> _Assignment_: Transcribe the full listing below exactly.

> _Provided entries_:
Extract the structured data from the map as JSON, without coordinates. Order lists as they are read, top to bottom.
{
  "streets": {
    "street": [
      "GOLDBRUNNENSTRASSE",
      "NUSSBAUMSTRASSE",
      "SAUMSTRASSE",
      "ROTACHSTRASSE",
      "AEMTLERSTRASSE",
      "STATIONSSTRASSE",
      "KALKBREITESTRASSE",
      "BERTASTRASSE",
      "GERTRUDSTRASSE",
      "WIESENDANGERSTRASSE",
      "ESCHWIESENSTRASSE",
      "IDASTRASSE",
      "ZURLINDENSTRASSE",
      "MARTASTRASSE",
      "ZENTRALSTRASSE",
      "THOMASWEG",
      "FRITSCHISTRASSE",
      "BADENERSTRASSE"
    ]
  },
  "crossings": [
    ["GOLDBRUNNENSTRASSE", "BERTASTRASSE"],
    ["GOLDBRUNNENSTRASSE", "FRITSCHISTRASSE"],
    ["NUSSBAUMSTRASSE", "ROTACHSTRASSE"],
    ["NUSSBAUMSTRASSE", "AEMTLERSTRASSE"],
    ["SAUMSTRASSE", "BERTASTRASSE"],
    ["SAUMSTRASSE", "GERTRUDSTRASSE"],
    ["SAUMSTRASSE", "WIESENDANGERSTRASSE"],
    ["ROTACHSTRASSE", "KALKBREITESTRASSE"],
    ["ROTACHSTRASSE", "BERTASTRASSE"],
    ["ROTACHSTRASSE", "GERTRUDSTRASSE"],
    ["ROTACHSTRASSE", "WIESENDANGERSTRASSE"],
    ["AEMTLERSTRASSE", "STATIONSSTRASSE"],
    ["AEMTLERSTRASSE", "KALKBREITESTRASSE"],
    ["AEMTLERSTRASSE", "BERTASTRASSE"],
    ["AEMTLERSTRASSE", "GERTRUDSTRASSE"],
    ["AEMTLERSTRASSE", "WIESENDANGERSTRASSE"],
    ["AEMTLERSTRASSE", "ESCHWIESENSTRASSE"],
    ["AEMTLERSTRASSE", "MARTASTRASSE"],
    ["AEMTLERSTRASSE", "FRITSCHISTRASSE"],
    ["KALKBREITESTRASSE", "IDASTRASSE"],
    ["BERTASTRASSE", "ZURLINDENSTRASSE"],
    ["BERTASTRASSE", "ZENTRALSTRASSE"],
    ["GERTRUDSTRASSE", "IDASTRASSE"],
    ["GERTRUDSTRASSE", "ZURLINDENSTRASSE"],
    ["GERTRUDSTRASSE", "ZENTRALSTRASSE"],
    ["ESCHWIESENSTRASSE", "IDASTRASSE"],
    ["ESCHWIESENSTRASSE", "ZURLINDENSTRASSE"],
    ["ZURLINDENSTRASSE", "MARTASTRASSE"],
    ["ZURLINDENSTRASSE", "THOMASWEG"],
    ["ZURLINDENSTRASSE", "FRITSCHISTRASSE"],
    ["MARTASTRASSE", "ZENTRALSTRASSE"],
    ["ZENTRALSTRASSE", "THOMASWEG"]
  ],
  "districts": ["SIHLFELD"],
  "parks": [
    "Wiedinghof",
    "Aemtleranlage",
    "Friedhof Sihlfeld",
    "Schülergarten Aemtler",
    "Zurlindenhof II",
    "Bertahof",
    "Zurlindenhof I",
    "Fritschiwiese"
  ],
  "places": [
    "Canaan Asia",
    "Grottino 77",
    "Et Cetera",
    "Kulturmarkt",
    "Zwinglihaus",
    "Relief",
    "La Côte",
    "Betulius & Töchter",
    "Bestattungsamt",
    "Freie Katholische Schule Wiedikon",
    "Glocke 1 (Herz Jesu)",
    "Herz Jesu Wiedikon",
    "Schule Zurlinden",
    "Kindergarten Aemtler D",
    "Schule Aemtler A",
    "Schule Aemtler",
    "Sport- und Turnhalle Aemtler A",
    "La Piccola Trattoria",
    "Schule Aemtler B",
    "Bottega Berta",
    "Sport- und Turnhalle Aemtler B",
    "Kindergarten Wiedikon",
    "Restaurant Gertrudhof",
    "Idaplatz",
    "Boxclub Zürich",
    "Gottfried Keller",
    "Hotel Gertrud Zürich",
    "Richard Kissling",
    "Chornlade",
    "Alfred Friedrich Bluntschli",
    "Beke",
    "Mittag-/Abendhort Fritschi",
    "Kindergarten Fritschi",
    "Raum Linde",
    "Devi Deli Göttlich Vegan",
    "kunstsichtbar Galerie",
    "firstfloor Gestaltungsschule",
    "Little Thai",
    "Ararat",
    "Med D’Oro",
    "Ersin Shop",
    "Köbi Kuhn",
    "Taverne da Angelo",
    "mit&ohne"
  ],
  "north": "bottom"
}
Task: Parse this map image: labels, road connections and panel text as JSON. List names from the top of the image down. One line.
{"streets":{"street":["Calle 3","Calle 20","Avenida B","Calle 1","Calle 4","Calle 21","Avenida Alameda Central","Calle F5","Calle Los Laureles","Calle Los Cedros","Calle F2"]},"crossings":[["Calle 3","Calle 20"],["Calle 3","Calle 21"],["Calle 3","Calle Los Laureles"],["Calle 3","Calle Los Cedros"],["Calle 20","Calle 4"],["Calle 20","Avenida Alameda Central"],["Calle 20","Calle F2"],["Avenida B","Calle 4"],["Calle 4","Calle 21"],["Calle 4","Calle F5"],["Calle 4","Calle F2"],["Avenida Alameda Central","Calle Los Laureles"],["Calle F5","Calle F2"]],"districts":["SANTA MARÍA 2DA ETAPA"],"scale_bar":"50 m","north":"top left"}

> _Answer box_:
Extract the structured data from the map as JSON, without coordinates. Order lists as they are read, top to bottom.
{
  "streets": {
    "street": [
      "GOLDBRUNNENSTRASSE",
      "NUSSBAUMSTRASSE",
      "SAUMSTRASSE",
      "ROTACHSTRASSE",
      "AEMTLERSTRASSE",
      "STATIONSSTRASSE",
      "KALKBREITESTRASSE",
      "BERTASTRASSE",
      "GERTRUDSTRASSE",
      "WIESENDANGERSTRASSE",
      "ESCHWIESENSTRASSE",
      "IDASTRASSE",
      "ZURLINDENSTRASSE",
      "MARTASTRASSE",
      "ZENTRALSTRASSE",
      "THOMASWEG",
      "FRITSCHISTRASSE",
      "BADENERSTRASSE"
    ]
  },
  "crossings": [
    ["GOLDBRUNNENSTRASSE", "BERTASTRASSE"],
    ["GOLDBRUNNENSTRASSE", "FRITSCHISTRASSE"],
    ["NUSSBAUMSTRASSE", "ROTACHSTRASSE"],
    ["NUSSBAUMSTRASSE", "AEMTLERSTRASSE"],
    ["SAUMSTRASSE", "BERTASTRASSE"],
    ["SAUMSTRASSE", "GERTRUDSTRASSE"],
    ["SAUMSTRASSE", "WIESENDANGERSTRASSE"],
    ["ROTACHSTRASSE", "KALKBREITESTRASSE"],
    ["ROTACHSTRASSE", "BERTASTRASSE"],
    ["ROTACHSTRASSE", "GERTRUDSTRASSE"],
    ["ROTACHSTRASSE", "WIESENDANGERSTRASSE"],
    ["AEMTLERSTRASSE", "STATIONSSTRASSE"],
    ["AEMTLERSTRASSE", "KALKBREITESTRASSE"],
    ["AEMTLERSTRASSE", "BERTASTRASSE"],
    ["AEMTLERSTRASSE", "GERTRUDSTRASSE"],
    ["AEMTLERSTRASSE", "WIESENDANGERSTRASSE"],
    ["AEMTLERSTRASSE", "ESCHWIESENSTRASSE"],
    ["AEMTLERSTRASSE", "MARTASTRASSE"],
    ["AEMTLERSTRASSE", "FRITSCHISTRASSE"],
    ["KALKBREITESTRASSE", "IDASTRASSE"],
    ["BERTASTRASSE", "ZURLINDENSTRASSE"],
    ["BERTASTRASSE", "ZENTRALSTRASSE"],
    ["GERTRUDSTRASSE", "IDASTRASSE"],
    ["GERTRUDSTRASSE", "ZURLINDENSTRASSE"],
    ["GERTRUDSTRASSE", "ZENTRALSTRASSE"],
    ["ESCHWIESENSTRASSE", "IDASTRASSE"],
    ["ESCHWIESENSTRASSE", "ZURLINDENSTRASSE"],
    ["ZURLINDENSTRASSE", "MARTASTRASSE"],
    ["ZURLINDENSTRASSE", "THOMASWEG"],
    ["ZURLINDENSTRASSE", "FRITSCHISTRASSE"],
    ["MARTASTRASSE", "ZENTRALSTRASSE"],
    ["ZENTRALSTRASSE", "THOMASWEG"]
  ],
  "districts": ["SIHLFELD"],
  "parks": [
    "Wiedinghof",
    "Aemtleranlage",
    "Friedhof Sihlfeld",
    "Schülergarten Aemtler",
    "Zurlindenhof II",
    "Bertahof",
    "Zurlindenhof I",
    "Fritschiwiese"
  ],
  "places": [
    "Canaan Asia",
    "Grottino 77",
    "Et Cetera",
    "Kulturmarkt",
    "Zwinglihaus",
    "Relief",
    "La Côte",
    "Betulius & Töchter",
    "Bestattungsamt",
    "Freie Katholische Schule Wiedikon",
    "Glocke 1 (Herz Jesu)",
    "Herz Jesu Wiedikon",
    "Schule Zurlinden",
    "Kindergarten Aemtler D",
    "Schule Aemtler A",
    "Schule Aemtler",
    "Sport- und Turnhalle Aemtler A",
    "La Piccola Trattoria",
    "Schule Aemtler B",
    "Bottega Berta",
    "Sport- und Turnhalle Aemtler B",
    "Kindergarten Wiedikon",
    "Restaurant Gertrudhof",
    "Idaplatz",
    "Boxclub Zürich",
    "Gottfried Keller",
    "Hotel Gertrud Zürich",
    "Richard Kissling",
    "Chornlade",
    "Alfred Friedrich Bluntschli",
    "Beke",
    "Mittag-/Abendhort Fritschi",
    "Kindergarten Fritschi",
    "Raum Linde",
    "Devi Deli Göttlich Vegan",
    "kunstsichtbar Galerie",
    "firstfloor Gestaltungsschule",
    "Little Thai",
    "Ararat",
    "Med D’Oro",
    "Ersin Shop",
    "Köbi Kuhn",
    "Taverne da Angelo",
    "mit&ohne"
  ],
  "north": "bottom"
}
Task: Parse this map image: labels, road connections and panel text as JSON. List names from the top of the image down. One line.
{"streets":{"street":["Calle 3","Calle 20","Avenida B","Calle 1","Calle 4","Calle 21","Avenida Alameda Central","Calle F5","Calle Los Laureles","Calle Los Cedros","Calle F2"]},"crossings":[["Calle 3","Calle 20"],["Calle 3","Calle 21"],["Calle 3","Calle Los Laureles"],["Calle 3","Calle Los Cedros"],["Calle 20","Calle 4"],["Calle 20","Avenida Alameda Central"],["Calle 20","Calle F2"],["Avenida B","Calle 4"],["Calle 4","Calle 21"],["Calle 4","Calle F5"],["Calle 4","Calle F2"],["Avenida Alameda Central","Calle Los Laureles"],["Calle F5","Calle F2"]],"districts":["SANTA MARÍA 2DA ETAPA"],"scale_bar":"50 m","north":"top left"}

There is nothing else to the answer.